Acabo de subir en un comentario la versión doblada al castellano del excepcional documental de Oppenheimer sobre las masacres en el golpe de estado de Suharto (una marioneta de EEUU para proteger los intereses gringos en la industria del caucho, a semejanza de lo que poco después sería Pinochet en el Cono Sur con el cobre), instigadas por la CIA y luego definidas por esta misma organización criminal como “uno de los peores asesinatos en masa del siglo XX”:

Episodio que, para el público occidental, es prácticamente desconocido (y no, no es casualidad).

Pues bien, abundando en la huella dejada por los cowboys en el sudeste asiático, nos vamos a un pequeño país montañoso que sufrió las consecuencias de ser vecino de Vietnam: Laos.

Copio parte del artículo “La Guerra de los 1.000 años“.

Es difícil encontrar un lugar que exhiba la estupidez de la guerra tan abiertamente como Laos, la pequeña nación del sureste asiático. Aquí es posible encontrar campesinos que han improvisado una prótesis utilizando el metal sobrante de la bomba que segó su pierna en primer lugar.

Es posible encontrar a padres que lloran la muerte de hijos que se dedicaban a vender el metal de los explosivos para pagarse un cuaderno y un bolígrafo con los que ir a la escuela. Y es posible que el país que arrojó media tonelada de explosivos por habitante gaste un millón de dólares para buscar los restos de cada uno de sus soldados desaparecidos y muestre en cambio un rácano interés en ayudar a los laosianos a buscar y desactivar los explosivos que esos mismos pilotos dejaron caer antes de ser derribados.

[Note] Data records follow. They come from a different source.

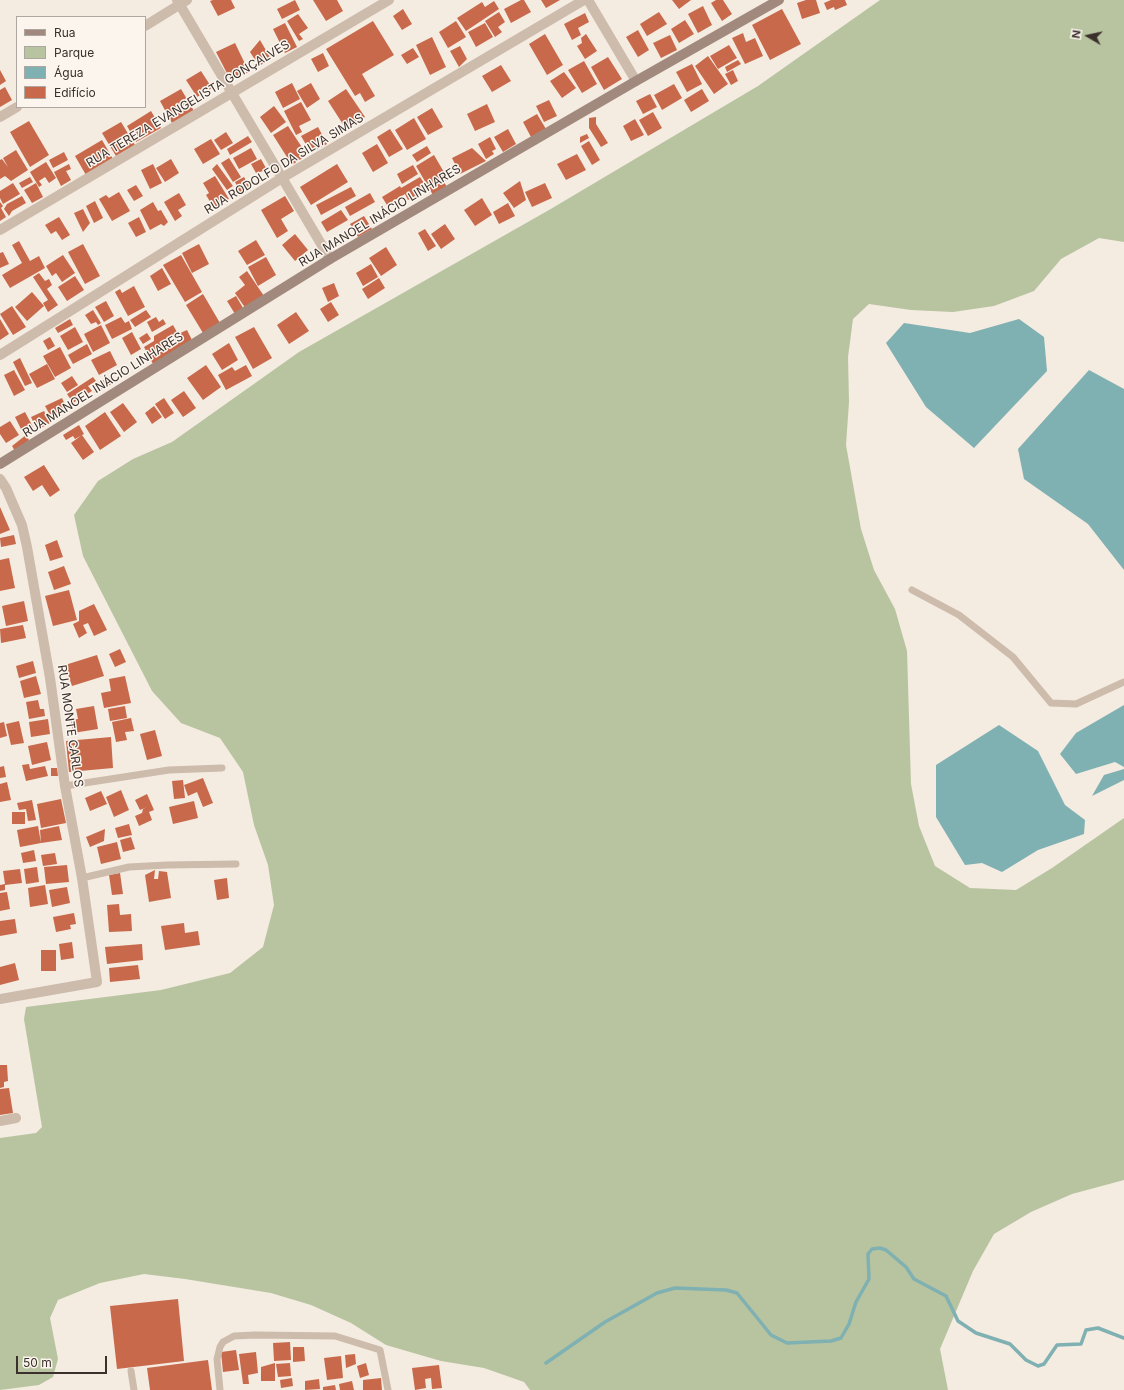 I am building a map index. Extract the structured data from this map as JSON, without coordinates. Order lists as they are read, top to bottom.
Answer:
{
  "streets": {
    "main road": ["RUA MANOEL INÁCIO LINHARES"],
    "street": ["RUA TEREZA EVANGELISTA GONÇALVES", "RUA RODOLFO DA SILVA SIMAS", "RUA MONTE CARLOS"]
  },
  "legend": [
    "Rua",
    "Parque",
    "Água",
    "Edifício"
  ],
  "scale_bar": "50 m",
  "north": "left"
} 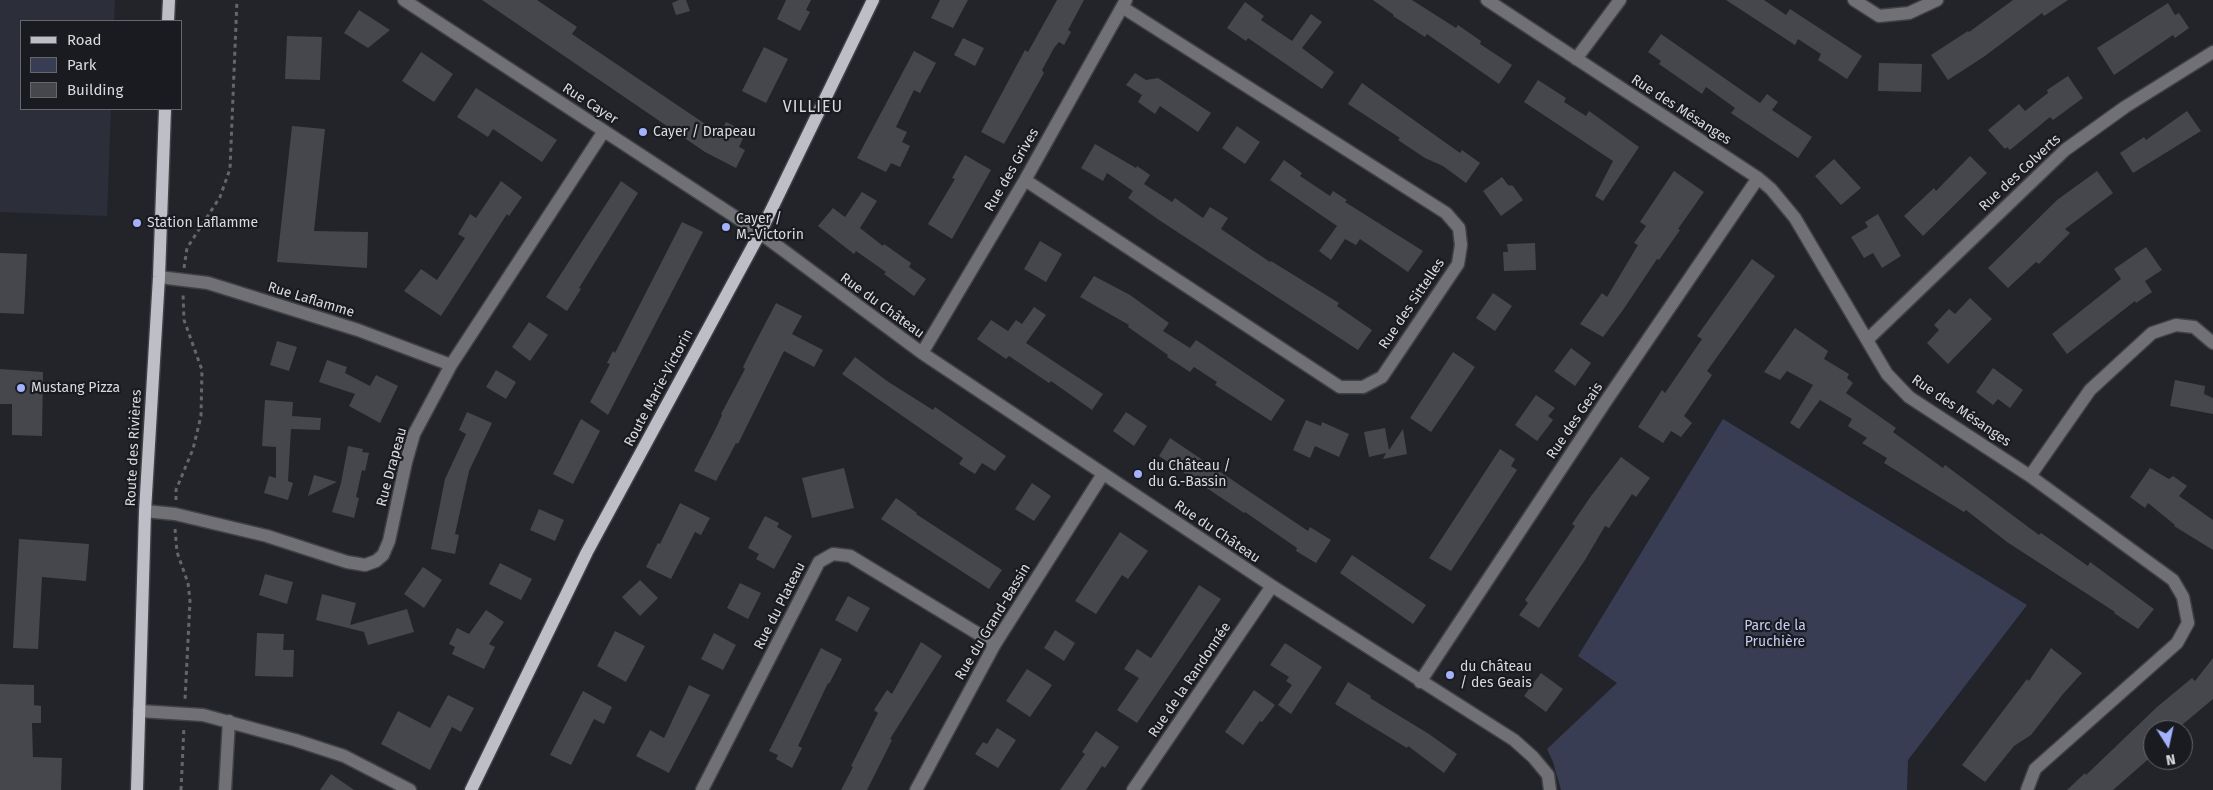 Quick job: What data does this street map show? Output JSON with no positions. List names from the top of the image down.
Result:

Todo ello es posible en Laos, el país más bombardeado de la historia por habitante. Sucedió en los años 60 y si aquel conflicto fue descrito como “la Guerra Secreta” es porque todavía hoy son pocos los que saben que tuvo lugar.

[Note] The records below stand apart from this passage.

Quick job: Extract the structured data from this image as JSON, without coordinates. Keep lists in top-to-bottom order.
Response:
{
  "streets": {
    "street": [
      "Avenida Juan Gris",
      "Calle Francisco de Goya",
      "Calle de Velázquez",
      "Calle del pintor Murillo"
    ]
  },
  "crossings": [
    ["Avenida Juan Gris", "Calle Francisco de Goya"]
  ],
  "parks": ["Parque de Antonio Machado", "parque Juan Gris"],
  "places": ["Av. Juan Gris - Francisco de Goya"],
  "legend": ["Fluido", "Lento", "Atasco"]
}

EEUU libraba la Guerra del Vietnam y quería cortar las vías de suministro de Laos a su enemigo vietnamita y evitar que el país tomara partido por el comunismo. La manera de lograrlo es uno de los más desconocidos y brutales crímenes de guerra jamás cometidos: aviones americanos llevaron a cabo más de 584.000 misiones y arrojaron más de 260 millones de bombas de racimo sobre las zonas más pobladas del país.

Los propios pilotos estadounidenses admitirían años después que nunca se trató de distinguir entre civiles y militares. “Si algo se movía, lo bombardeábamos”. En la absoluta clandestinidad y sin más testigos que sus víctimas, Laos fue convertido en el campo de ensayo de las guerras modernas centradas en la supremacía aérea. La lección militar una vez el país estaba en ruinas: todavía es necesario poner a los soldados en el campo de batalla si se desea ganar. EEUU perdió la guerra, abandonó Indochina y dejó atrás lugares como Phonsavan.

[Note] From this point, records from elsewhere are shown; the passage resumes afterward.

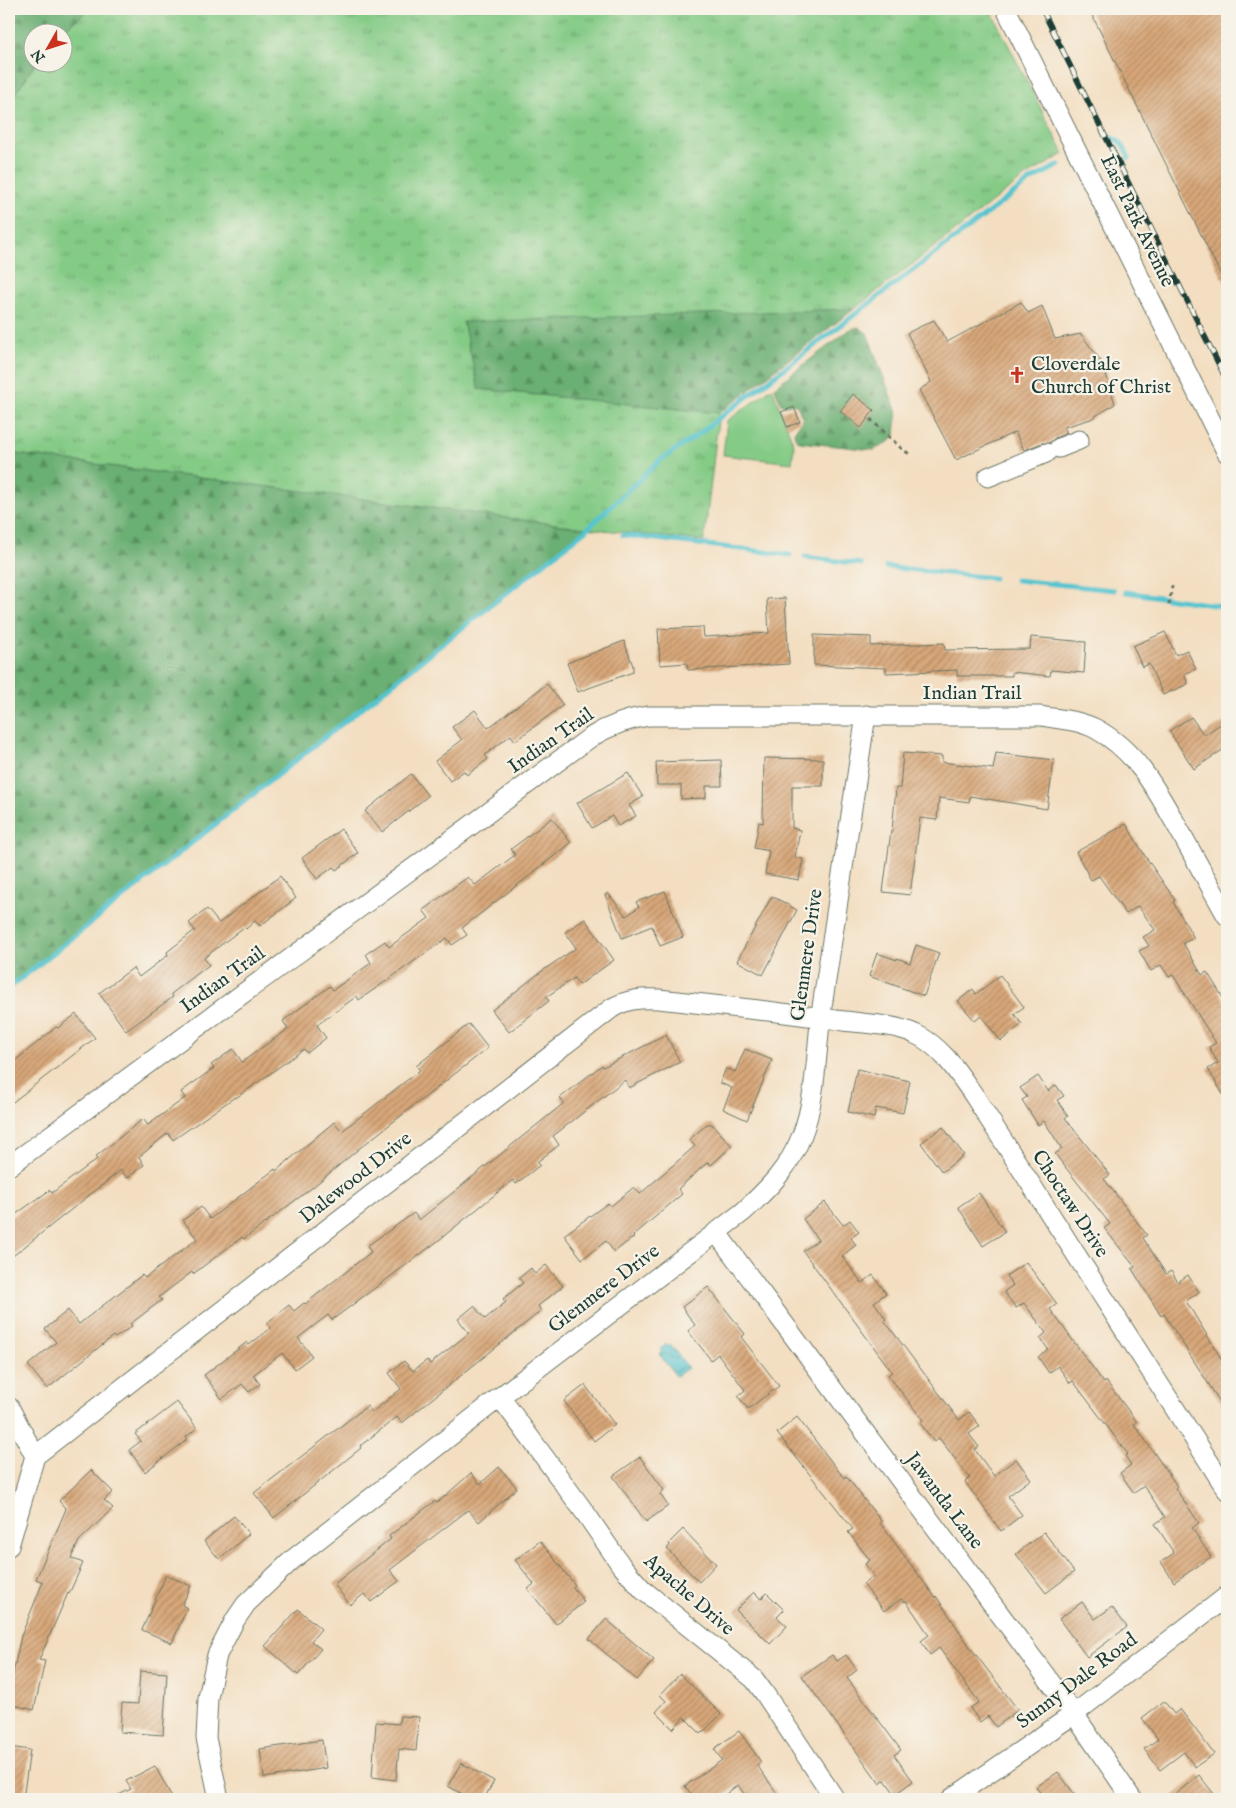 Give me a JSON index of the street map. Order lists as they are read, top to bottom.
{
  "streets": {
    "street": [
      "East Park Avenue",
      "Indian Trail",
      "Glenmere Drive",
      "Dalewood Drive",
      "Choctaw Drive",
      "Jawanda Lane",
      "Apache Drive",
      "Sunny Dale Road"
    ]
  },
  "crossings": [
    ["Indian Trail", "Glenmere Drive"],
    ["Glenmere Drive", "Dalewood Drive"],
    ["Glenmere Drive", "Choctaw Drive"],
    ["Glenmere Drive", "Jawanda Lane"],
    ["Glenmere Drive", "Apache Drive"],
    ["Dalewood Drive", "Choctaw Drive"],
    ["Jawanda Lane", "Sunny Dale Road"]
  ],
  "places": {
    "church": ["Cloverdale Church of Christ"]
  },
  "north": "bottom left"
}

La ciudad se encuentra en las Llanura de las Jarras del norte de Laos, donde los chatarreros siguen viviendo de las bombas que no explotaron, los niños arriesgan la vida buscando explosivos para venderlos al peso y regiones enteras han sido condenadas a décadas de pobreza porque sus campos, aún fértiles, no pueden ser trabajados por la cantidad de bombas con los que fueron sembrados en la Guerra Secreta (1964-1973).

Os sugiero que acabéis de leer el corto artículo y, por supuesto, que veáis el documental. En realidad son dos, The act of killing y The look of silence, pero si sólo tenéis tiempo o ganas de ver uno, desde luego recomiendo empezar por el primero. Es grotesco, el ejemplo perfecto de la banalidad del mal.